I’m using the java port of jtidy: https://github.com/jtidy/jtidy
When I set the makeClean flag to true, bgcolor="#ffffff"
is converted to
class=”c1″
. I don’t understand why.
I found this explanation: https://api.html-tidy.org/tidy/quickref_5.0.0.html#clean
This option specifies if Tidy should strip out surplus presentational
tags and attributes replacing them by style rules and structural
markup as appropriate.

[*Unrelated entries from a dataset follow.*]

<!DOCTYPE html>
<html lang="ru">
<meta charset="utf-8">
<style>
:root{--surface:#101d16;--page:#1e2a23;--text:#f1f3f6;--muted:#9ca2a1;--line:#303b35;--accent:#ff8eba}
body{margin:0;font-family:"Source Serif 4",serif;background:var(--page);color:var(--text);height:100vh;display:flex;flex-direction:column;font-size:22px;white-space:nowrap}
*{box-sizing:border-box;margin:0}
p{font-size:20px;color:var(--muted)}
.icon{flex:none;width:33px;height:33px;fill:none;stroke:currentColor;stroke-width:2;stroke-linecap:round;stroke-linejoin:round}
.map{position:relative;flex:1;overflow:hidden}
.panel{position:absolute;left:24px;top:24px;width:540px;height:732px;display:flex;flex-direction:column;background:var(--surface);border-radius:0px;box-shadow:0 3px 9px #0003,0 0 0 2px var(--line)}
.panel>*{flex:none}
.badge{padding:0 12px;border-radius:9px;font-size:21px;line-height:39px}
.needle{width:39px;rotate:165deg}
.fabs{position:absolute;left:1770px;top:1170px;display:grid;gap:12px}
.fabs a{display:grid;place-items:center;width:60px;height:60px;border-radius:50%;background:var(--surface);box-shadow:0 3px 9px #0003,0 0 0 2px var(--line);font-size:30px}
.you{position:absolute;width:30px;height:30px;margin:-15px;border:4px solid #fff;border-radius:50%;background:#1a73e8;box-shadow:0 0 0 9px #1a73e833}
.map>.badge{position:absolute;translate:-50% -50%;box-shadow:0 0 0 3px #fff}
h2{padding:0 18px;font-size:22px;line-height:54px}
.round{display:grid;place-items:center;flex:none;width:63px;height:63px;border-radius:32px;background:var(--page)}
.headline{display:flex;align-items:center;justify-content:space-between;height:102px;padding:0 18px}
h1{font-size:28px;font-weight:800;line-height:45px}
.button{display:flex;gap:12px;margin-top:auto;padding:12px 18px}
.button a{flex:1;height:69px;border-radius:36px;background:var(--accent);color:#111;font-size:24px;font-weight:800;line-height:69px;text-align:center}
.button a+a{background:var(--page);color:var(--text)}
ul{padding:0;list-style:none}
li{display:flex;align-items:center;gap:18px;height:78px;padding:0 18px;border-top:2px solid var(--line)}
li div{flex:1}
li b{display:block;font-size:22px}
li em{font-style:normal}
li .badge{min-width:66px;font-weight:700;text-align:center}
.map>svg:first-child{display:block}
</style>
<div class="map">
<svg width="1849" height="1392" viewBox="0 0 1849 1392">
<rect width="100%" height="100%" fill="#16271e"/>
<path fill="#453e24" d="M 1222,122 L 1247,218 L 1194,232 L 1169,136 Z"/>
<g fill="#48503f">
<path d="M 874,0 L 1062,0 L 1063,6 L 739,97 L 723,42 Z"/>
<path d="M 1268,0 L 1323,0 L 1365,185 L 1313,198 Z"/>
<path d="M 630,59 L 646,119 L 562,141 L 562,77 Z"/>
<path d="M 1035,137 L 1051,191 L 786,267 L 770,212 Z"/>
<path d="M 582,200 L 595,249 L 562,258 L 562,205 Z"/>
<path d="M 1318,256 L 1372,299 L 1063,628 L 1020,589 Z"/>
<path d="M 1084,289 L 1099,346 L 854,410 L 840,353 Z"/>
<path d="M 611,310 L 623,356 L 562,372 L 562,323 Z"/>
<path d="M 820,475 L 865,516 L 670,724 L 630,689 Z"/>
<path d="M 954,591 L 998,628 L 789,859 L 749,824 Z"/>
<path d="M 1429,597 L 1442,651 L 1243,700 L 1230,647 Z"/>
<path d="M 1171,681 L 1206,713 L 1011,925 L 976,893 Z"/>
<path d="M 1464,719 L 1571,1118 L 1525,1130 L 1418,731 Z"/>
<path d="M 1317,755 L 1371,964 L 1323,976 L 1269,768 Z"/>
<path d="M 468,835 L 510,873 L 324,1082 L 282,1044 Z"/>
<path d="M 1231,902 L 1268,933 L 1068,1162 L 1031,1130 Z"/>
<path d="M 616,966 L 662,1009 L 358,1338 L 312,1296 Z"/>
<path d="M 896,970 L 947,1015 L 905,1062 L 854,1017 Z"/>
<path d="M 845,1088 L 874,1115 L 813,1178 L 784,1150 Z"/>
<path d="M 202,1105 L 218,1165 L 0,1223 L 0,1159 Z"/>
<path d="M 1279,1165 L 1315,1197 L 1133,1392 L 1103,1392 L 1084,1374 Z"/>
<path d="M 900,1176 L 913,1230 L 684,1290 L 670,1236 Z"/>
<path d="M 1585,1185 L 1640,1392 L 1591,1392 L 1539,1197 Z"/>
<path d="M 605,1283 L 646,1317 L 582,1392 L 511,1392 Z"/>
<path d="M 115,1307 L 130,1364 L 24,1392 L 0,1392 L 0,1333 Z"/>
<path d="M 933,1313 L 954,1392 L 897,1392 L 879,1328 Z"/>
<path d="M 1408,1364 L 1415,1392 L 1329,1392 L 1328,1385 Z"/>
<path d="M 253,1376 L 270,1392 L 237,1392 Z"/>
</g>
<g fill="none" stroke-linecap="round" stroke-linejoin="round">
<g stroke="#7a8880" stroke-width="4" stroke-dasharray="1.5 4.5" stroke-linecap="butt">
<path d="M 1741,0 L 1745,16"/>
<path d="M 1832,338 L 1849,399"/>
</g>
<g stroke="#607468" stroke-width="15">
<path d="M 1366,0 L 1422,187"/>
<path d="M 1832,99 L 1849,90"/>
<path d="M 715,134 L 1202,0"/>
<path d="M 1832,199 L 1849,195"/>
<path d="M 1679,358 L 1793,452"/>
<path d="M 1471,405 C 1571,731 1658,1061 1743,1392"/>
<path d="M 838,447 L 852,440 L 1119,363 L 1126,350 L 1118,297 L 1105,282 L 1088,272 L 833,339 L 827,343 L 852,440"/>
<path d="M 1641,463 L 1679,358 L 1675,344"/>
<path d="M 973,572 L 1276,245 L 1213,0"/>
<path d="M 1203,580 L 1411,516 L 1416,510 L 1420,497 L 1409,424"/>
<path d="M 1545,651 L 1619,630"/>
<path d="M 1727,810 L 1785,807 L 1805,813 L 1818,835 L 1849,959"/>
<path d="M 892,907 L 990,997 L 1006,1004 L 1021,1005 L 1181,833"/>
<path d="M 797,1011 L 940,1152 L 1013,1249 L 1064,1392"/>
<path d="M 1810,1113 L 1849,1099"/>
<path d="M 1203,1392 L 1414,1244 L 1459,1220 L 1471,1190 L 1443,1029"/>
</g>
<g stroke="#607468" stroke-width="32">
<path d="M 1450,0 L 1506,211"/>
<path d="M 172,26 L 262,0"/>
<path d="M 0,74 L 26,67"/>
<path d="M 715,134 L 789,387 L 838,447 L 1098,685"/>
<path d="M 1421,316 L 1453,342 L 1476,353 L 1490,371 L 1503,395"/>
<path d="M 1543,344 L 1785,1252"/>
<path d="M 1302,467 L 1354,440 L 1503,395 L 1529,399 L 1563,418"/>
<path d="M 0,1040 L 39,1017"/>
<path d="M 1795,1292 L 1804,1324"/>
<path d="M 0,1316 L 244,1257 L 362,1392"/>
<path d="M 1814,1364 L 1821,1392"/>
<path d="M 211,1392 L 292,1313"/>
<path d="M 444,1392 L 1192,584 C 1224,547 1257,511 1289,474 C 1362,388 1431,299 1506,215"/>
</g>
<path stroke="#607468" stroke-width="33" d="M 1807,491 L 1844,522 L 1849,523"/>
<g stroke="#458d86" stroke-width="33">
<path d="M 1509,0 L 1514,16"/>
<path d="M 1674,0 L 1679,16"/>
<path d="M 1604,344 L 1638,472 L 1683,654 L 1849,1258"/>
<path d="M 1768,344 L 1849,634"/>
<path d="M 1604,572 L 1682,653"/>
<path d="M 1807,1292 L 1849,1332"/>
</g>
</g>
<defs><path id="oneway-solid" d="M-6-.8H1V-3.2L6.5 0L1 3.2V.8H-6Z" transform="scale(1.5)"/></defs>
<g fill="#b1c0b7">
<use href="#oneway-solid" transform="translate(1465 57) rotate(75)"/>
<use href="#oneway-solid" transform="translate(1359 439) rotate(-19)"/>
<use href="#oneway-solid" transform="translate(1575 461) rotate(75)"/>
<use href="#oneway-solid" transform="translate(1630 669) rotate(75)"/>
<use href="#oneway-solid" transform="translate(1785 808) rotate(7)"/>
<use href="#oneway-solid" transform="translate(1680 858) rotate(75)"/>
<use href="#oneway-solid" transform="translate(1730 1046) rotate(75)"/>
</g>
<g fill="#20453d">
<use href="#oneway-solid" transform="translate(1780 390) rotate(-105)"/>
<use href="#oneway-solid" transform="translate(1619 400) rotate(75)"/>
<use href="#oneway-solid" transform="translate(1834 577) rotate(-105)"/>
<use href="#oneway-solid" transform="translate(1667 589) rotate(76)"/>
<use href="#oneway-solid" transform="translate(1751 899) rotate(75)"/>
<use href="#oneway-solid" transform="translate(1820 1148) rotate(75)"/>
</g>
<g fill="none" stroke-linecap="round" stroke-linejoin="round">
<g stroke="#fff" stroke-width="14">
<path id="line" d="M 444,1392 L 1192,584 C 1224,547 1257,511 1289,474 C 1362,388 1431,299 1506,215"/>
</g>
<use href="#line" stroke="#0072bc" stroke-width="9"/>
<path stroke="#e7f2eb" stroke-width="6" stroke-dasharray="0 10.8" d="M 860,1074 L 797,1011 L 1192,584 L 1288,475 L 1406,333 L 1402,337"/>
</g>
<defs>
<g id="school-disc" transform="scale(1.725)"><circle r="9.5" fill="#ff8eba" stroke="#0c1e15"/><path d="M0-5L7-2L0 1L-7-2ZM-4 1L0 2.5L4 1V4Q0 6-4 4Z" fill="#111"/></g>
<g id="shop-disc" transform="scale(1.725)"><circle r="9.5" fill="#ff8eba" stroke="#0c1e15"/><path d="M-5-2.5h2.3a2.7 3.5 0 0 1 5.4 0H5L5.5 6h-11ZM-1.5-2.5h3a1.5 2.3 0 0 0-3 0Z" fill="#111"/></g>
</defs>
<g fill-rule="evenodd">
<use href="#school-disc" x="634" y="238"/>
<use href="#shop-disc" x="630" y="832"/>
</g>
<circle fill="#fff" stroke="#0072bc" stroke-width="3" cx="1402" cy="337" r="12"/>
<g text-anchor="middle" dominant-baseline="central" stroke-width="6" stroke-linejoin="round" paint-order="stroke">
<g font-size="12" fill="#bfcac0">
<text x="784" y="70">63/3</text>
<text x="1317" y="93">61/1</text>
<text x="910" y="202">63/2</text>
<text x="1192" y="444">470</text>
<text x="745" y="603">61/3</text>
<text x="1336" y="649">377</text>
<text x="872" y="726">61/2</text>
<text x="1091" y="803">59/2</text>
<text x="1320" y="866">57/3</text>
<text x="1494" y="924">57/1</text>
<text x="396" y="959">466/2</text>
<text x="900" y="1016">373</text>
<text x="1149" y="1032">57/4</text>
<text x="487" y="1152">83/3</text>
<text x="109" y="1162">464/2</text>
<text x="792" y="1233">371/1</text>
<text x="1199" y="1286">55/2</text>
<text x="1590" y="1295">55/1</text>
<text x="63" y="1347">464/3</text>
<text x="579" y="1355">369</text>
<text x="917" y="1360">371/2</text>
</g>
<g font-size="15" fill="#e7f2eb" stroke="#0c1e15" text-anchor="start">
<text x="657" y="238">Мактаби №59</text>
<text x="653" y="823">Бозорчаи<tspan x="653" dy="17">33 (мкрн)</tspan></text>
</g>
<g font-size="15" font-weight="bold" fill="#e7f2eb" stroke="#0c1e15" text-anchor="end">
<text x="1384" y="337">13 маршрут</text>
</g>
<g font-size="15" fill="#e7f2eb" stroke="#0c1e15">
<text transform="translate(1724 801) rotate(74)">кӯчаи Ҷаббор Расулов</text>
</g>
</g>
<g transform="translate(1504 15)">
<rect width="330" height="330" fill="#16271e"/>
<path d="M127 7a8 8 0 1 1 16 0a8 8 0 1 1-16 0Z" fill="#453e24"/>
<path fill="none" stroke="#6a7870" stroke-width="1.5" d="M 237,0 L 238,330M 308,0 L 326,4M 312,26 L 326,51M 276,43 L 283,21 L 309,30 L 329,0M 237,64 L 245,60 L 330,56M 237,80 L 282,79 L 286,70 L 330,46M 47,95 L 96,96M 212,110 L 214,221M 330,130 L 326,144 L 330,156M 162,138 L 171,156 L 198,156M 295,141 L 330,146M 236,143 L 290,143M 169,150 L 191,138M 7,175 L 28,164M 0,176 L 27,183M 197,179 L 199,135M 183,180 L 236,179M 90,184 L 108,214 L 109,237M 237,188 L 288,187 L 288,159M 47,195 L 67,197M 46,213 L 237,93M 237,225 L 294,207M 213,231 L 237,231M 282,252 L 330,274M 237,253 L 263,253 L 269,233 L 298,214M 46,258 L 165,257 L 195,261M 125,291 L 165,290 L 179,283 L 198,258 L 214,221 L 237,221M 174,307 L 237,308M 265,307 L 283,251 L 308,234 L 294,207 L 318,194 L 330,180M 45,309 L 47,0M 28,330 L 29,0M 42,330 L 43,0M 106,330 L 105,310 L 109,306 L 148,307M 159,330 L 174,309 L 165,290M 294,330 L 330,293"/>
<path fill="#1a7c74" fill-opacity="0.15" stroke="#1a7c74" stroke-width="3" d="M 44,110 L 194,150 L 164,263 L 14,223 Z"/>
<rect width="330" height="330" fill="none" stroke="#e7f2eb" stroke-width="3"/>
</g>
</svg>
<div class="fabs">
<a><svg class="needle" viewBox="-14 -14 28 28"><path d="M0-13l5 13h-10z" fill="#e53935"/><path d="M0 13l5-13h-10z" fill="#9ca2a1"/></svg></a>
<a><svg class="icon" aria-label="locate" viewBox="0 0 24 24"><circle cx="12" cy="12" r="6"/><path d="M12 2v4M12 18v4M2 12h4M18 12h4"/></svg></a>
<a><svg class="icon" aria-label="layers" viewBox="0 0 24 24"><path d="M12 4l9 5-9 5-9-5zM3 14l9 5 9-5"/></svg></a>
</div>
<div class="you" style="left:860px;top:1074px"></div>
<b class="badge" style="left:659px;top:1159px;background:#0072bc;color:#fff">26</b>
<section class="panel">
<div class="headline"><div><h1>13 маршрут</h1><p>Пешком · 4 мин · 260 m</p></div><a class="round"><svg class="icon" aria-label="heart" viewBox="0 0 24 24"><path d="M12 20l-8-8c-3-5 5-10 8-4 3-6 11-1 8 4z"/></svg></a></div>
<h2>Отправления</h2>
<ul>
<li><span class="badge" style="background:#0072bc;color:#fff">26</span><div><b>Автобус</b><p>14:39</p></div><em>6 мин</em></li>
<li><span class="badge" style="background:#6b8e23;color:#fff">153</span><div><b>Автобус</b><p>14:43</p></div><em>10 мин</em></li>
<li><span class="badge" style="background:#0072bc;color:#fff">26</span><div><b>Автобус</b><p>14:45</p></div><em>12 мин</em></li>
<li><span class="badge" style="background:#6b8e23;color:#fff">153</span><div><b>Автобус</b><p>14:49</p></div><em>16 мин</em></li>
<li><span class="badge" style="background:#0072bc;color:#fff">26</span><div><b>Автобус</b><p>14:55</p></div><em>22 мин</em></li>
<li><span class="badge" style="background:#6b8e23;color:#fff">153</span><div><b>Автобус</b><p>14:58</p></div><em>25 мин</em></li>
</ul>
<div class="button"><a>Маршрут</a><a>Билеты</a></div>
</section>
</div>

It works well on the HTML saved by Microsoft
Office products.
I don’t understand, where does the class c1 come from?
import org.w3c.tidy.Tidy;
import java.io.*;
public class TidyBug {
public static void main(String[] args) throws IOException {
String string = """
<table>
<tr>
<td bgcolor="#ffffff">test</td>
</tr>
</table>
""";
String result;
try (StringReader in = new StringReader(string); StringWriter out = new StringWriter();
PrintWriter ignored = new PrintWriter(new ByteArrayOutputStream())) {
Tidy tidy = new Tidy();
tidy.setPrintBodyOnly(true);
tidy.setMakeClean(true);
tidy.parse(in, out);
result = out.toString();
}
System.out.println(result);
assert result.equals("""
<table>
<tr>
<td class="c1">test</td>
</tr>
</table>
""");
}
}